Thermo-hydraulic design verification of the neutral beam liner for the ITER vacuum vessel

The ITER vacuum vessel has upper, equatorial and lower port structures used for equipment installation, utility feedthroughs, vacuum pumping and access inside the vessel for maintenance. A neutral beam (NB) port of equatorial ports provides a path of neutral beam for plasma heating and current drive. An internal duct liner is built in the NB ports, and copper alloy panels are placed in the top and bottom of the liner to protect duct surface from high-power heat loads. Global NB liner models for the upper panel and the lower panel have been developed, and flow field and conjugate heat transfer analyses have been performed to find out pressure drop and heat transfer characteristics of the liner. Heat loads such as NB power, volumetric heating and surface heat flux are applied in the analyses for beam steering and misalignment conditions. For the upper panel, it is found that unbalanced flow distribution occurs in each flow path, and this causes poor heat transfer performance as well. In order to improve flow distribution and to reduce pressure losses, hydraulic analyses for modified cooling path schemes have been carried out, and design recommendations are made based on the analysis results.

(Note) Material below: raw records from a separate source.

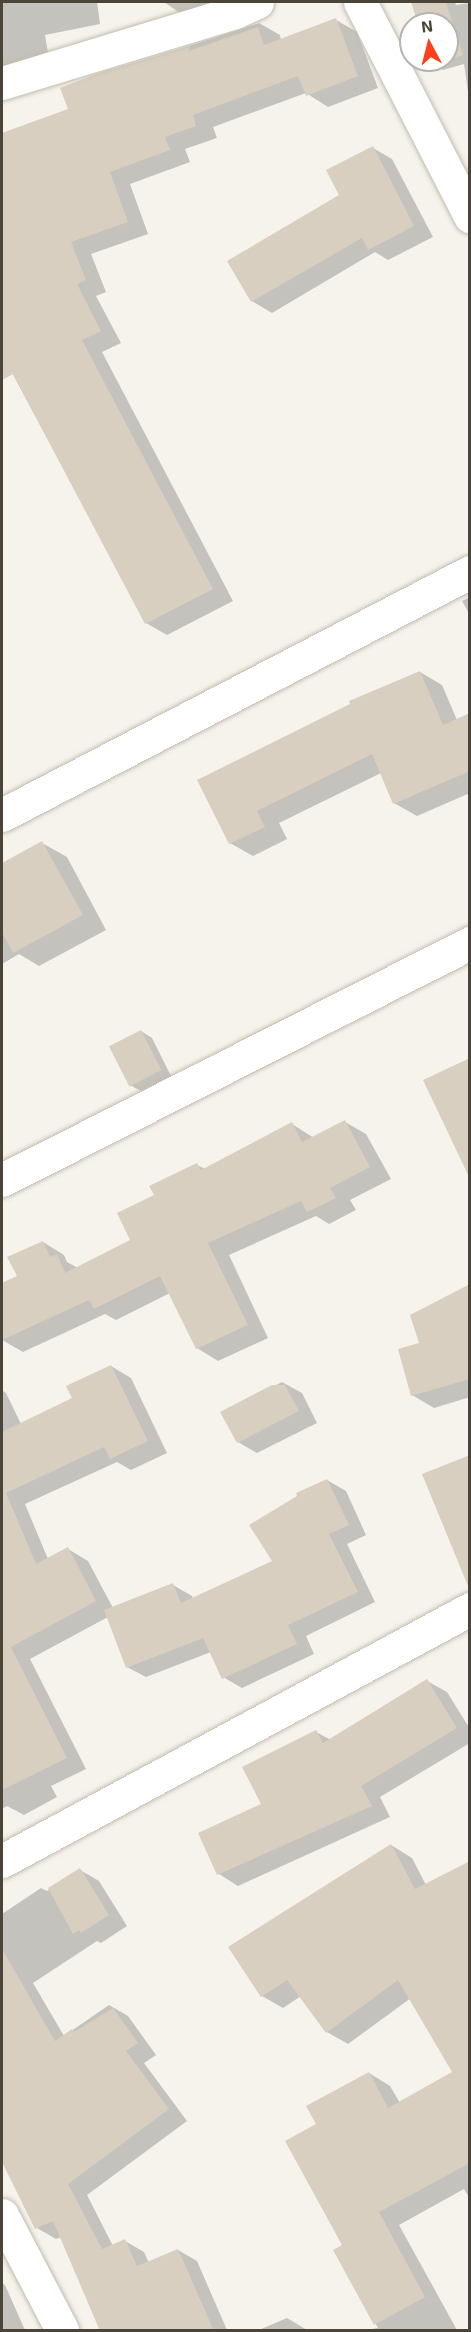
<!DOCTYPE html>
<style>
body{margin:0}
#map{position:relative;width:471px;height:2332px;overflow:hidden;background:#f6f3ec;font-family:"Exo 2",sans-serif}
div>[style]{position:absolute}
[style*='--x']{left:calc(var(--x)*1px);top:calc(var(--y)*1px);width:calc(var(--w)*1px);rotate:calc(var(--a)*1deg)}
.shadow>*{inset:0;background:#0003}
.building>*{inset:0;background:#d8cfc1;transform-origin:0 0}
.roads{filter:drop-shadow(0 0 2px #c2bbae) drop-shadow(0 0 2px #c2bbae)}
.minor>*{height:33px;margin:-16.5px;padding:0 16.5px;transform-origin:16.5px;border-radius:16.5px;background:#fff}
span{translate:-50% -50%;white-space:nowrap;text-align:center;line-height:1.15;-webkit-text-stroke:4.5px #fff;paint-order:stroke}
.frame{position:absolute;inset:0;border:3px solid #4b4439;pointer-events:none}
.north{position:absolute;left:399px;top:12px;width:60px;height:60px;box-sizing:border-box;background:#fff;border:2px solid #b7b4b0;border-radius:50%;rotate:353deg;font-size:16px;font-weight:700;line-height:24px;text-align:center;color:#4b4439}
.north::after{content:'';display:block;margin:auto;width:21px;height:27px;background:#fc3f1d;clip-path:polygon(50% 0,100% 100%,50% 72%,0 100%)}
</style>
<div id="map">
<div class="shadow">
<i style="clip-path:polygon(2px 2px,97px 2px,100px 24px,45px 35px,49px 59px,2px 69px)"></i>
<i style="clip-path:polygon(164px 2px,252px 2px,183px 15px)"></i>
<i style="clip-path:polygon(412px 2px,455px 2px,456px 5px,470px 3px,470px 105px,464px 64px,443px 70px,432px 64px,431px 60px,447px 60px,447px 24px,419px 24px)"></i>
<i style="clip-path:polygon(336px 20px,357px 32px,378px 88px,328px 107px,306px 93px,213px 127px,217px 138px,185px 149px,190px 162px,130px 184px,148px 234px,91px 254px,106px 292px,96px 296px,121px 343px,102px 352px,233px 601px,167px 635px,146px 623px,2px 354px,2px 134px,70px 110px,62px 88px,259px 23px,280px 35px,281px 40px)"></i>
<i style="clip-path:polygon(373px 148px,392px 159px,433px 237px,388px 260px,375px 252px,272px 313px,252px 301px,229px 261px,341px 195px)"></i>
<i style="clip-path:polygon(470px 597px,470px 615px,462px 601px)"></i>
<i style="clip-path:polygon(420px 672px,442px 685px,457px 720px,470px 725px,470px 793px,417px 816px,394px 803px,381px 773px,279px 823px,287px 839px,253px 856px,230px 843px,199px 780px)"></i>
<i style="clip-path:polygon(42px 843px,67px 857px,106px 930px,39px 966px,19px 954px,2px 964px,2px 865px)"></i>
<i style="clip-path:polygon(141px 1031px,152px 1038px,171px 1076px,141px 1091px,130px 1085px)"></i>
<i style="clip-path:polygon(345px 1122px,366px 1134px,391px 1179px,350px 1200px,356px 1210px,329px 1224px,316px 1216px,229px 1255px,268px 1338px,218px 1361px,197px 1348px,170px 1293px,116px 1320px,105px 1314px,23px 1352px,2px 1340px,2px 1285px,19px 1277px,43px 1242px,64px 1255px,67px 1262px,78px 1268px,132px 1240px,156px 1196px,197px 1165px,205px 1169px,292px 1124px,314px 1138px)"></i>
<i style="clip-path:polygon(470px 1286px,470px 1397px,434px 1408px,412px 1395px,421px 1344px)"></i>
<i style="clip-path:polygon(111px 1366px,131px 1378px,167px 1453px,131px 1470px,117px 1462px,25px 1504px,48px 1559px,68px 1549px,88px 1561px,113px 1608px,173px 1585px,192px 1596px,193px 1599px,274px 1562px,327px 1480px,346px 1491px,366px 1535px,347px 1544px,375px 1602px,306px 1636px,314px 1654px,242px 1688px,223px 1677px,211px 1652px,146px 1677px,127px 1667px,108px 1617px,30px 1659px,86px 1769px,51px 1786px,57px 1797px,24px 1815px,7px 1806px,2px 1809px,2px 1390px,6px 1393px,21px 1424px,74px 1399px)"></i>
<i style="clip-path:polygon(282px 1382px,302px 1393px,317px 1423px,257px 1453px,238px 1442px,222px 1412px)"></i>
<i style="clip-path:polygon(427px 1681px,447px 1692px,470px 1729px,470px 1743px,380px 1797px,390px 1817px,238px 1886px,219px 1874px,200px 1834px,263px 1805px,316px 1732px,331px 1740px)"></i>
<i style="clip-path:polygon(391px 1845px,412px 1858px,426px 1885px,470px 1862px,470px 2199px,464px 2189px,399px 2225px,457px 2330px,365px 2330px,378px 2328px,335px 2251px,344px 2246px,318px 2125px,369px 2073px,390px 2086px,400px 2103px,454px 2073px,411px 1998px,348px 2044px,327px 2032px,301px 1996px,283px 2008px,262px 1996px)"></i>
<i style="clip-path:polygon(80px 1870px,99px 1881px,127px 1926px,101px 1943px,97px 1941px,33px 1983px,64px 2036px,109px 2005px,128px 2016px,156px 2055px,144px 2063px,187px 2121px,87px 2195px,113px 2246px,125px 2241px,144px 2252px,149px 2263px,178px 2250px,197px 2261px,227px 2330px,103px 2330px,61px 2237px,56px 2239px,37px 2228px,2px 2159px,2px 1914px,41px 1888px,47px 1891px)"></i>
<i style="clip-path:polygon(2px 2283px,5px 2285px,25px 2330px,2px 2330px)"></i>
<i style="clip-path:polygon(287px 2318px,307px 2330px,259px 2330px)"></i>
</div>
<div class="building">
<i style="clip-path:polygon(411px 2px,446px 2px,463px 55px,447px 60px,447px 24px,418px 24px)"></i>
<i style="clip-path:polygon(336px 18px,358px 76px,306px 96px,298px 76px,193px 115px,196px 126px,165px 137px,170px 150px,110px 172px,128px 222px,71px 242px,86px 280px,77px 284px,101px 331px,82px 340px,213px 589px,145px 624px,13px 374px,2px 380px,2px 133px,68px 109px,60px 88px,99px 73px,189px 46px,189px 51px,258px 27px,264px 45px)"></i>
<i style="clip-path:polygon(373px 146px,414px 226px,368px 250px,362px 238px,251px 302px,227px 261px,339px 195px,326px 170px)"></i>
<i style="clip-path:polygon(420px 671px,443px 725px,470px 713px,470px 771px,393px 804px,372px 754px,257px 811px,265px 827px,229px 844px,197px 780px,350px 704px,349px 701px)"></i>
<i style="clip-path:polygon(42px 841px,83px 915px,13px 953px,2px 932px,2px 863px)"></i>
<i style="left:141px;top:1030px;width:45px;height:36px;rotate:63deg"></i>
<i style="clip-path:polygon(470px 1058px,470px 1179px,423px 1080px)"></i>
<i style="clip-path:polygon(345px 1120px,370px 1167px,330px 1188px,336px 1198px,307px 1212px,301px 1201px,208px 1243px,248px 1325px,196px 1349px,160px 1276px,94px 1309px,89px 1300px,2px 1340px,2px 1283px,17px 1276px,7px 1257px,43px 1241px,50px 1257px,57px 1254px,65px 1273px,130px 1240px,117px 1213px,154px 1195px,149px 1186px,197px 1163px,201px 1170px,292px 1122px,302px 1142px)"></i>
<i style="clip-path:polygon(470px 1284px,470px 1379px,411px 1396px,398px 1349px,419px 1343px,410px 1315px)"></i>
<i style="clip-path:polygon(111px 1365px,148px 1441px,110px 1459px,104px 1447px,6px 1493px,36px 1564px,68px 1547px,96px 1601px,11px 1647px,67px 1758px,2px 1790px,2px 1432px,72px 1398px,66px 1386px)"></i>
<i style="clip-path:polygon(272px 1385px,285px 1385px,299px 1411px,237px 1443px,220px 1412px)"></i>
<i style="clip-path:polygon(470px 1455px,470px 1586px,468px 1586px,422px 1474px)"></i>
<i style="clip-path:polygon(327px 1479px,349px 1525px,329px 1534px,358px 1592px,288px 1625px,297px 1644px,222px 1679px,203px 1638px,126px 1668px,104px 1610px,173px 1583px,181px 1603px,272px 1561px,249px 1525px,297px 1496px,296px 1493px)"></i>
<i style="clip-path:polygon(427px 1679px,457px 1728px,361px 1786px,372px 1806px,217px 1875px,198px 1833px,261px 1804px,242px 1767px,316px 1730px,323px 1743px)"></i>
<i style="clip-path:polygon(391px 1844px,415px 1889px,470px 1861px,470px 2163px,379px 2212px,425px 2297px,374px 2325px,333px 2250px,342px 2245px,285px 2141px,316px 2124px,306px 2106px,369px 2072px,388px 2108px,452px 2072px,398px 1980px,326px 2033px,287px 1980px,261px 1997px,228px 1947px)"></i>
<i style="clip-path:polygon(80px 1868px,109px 1915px,81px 1933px,79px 1930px,73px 1934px,48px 1888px)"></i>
<i style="clip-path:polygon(2px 1949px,55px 2041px,72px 2029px,74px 2032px,113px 2008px,138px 2043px,126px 2051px,169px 2109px,68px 2184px,102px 2249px,125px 2239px,137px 2266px,178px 2249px,214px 2331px,100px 2331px,53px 2221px,35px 2229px,2px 2162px)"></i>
</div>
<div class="roads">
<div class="minor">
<i style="--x:360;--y:2;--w:241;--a:62.8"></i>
<i style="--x:2;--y:83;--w:244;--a:-16.9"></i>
<i style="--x:235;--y:12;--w:24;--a:-24"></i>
<i style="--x:2;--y:815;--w:527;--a:-27.44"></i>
<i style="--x:2;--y:1180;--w:525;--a:-26.86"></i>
<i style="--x:2;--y:1861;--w:532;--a:-28.3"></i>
<i style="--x:2;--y:2215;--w:130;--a:62.4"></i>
</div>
</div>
<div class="frame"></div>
<div class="north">N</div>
</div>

For the lower panel, local flow distributions and pressure drop values at each header and branch of the tube are obtained by applying design coolant flow rate. Together with the coolant flow field, temperature and heat transfer coefficient distributions are also acquired from the analyses. Based on the analysis results, it is concluded that the lower panel for the NB liner is relatively well designed even though the given heat loads are very severe.